I want it to behave like regular cli program under GNU/Linux.
It would be also nice if the program would be able to be invoked:
program [options] inFile0 inFile1 ... inFileN outFile -- first path/file always interpreted as input, last one always interpreted as output. Any additional ones interpreted as inputs.
I could probably write dirty code that would accomplish this but this is going to be used, so someone will end up maintaining it (and he will know where I live...).
Any help/suggestions are much appreciated.
Combining answers and some more knowledge from the Internet I've managed to write this(it does not accept multiple inputs but this is enough):
import sys, argparse, os.path, glob
def inputFile(path):
if path == "-":
return [sys.stdin]
elif os.path.exists(path):
if os.path.isfile(path):
return [path]
else:
return [y for x in os.walk(path) for y in glob.glob(os.path.join(x[0], '*.dat'))]
else:
exit(2)
def main(argv):
cmdArgsParser = argparse.ArgumentParser()

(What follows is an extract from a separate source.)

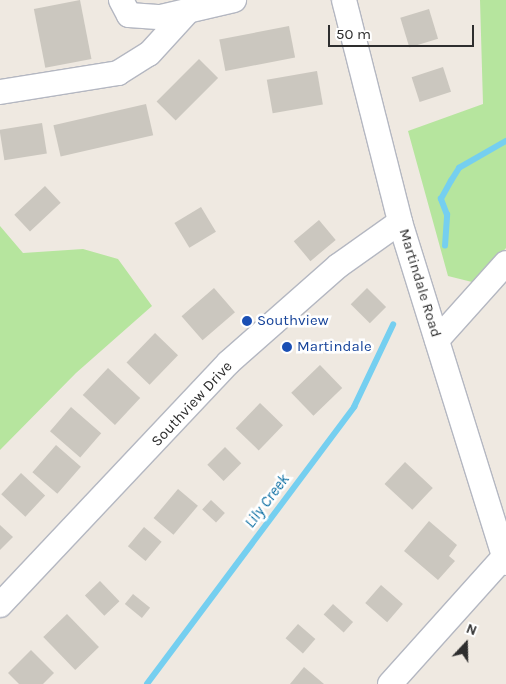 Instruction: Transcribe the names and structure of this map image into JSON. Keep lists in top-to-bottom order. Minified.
{"streets":{"street":["Martindale Road","Southview Drive"]},"crossings":[["Martindale Road","Southview Drive"]],"water":["Lily Creek"],"places":["Southview","Martindale"],"scale_bar":"50 m","north":"top"}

cmdArgsParser.add_argument('inFile', nargs='?', default='-', type=inputFile)
cmdArgsParser.add_argument('outFile', nargs='?', default='-', type=argparse.FileType('w'))
cmdArgs = cmdArgsParser.parse_args()
print cmdArgs.inFile
print cmdArgs.outFile
if __name__ == "__main__":
main(sys.argv[1:])
Thank you!
You need a positional argument (name not starting with a dash), optional arguments (nargs='?'), a default argument (default='-'). Additionally, argparse.FileType is a convenience factory to return sys.stdin or sys.stdout if - is passed (depending on the mode).
All together:
#!/usr/bin/env python
import argparse
# default argument is sys.argv[0]
parser = argparse.ArgumentParser('foo')
parser.add_argument('in_file', nargs='?', default='-', type=argparse.FileType('r'))
parser.add_argument('out_file', nargs='?', default='-', type=argparse.FileType('w'))
def main():
# default argument is is sys.argv[1:]
args = parser.parse_args(['bar', 'baz'])
print(args)
args = parser.parse_args(['bar', '-'])
print(args)
args = parser.parse_args(['bar'])
print(args)
args = parser.parse_args(['-', 'baz'])
print(args)
args = parser.parse_args(['-', '-'])
print(args)
args = parser.parse_args(['-'])
print(args)
args = parser.parse_args([])
print(args)
if __name__ == '__main__':
main()
I'll give you a start script to play with. It uses optionals rather than positionals. and only one input file. But it should give a taste of what you can do.
import argparse
parser = argparse.ArgumentParser()
inarg = parser.add_argument('-i','--infile', type=argparse.FileType('r'), default='-')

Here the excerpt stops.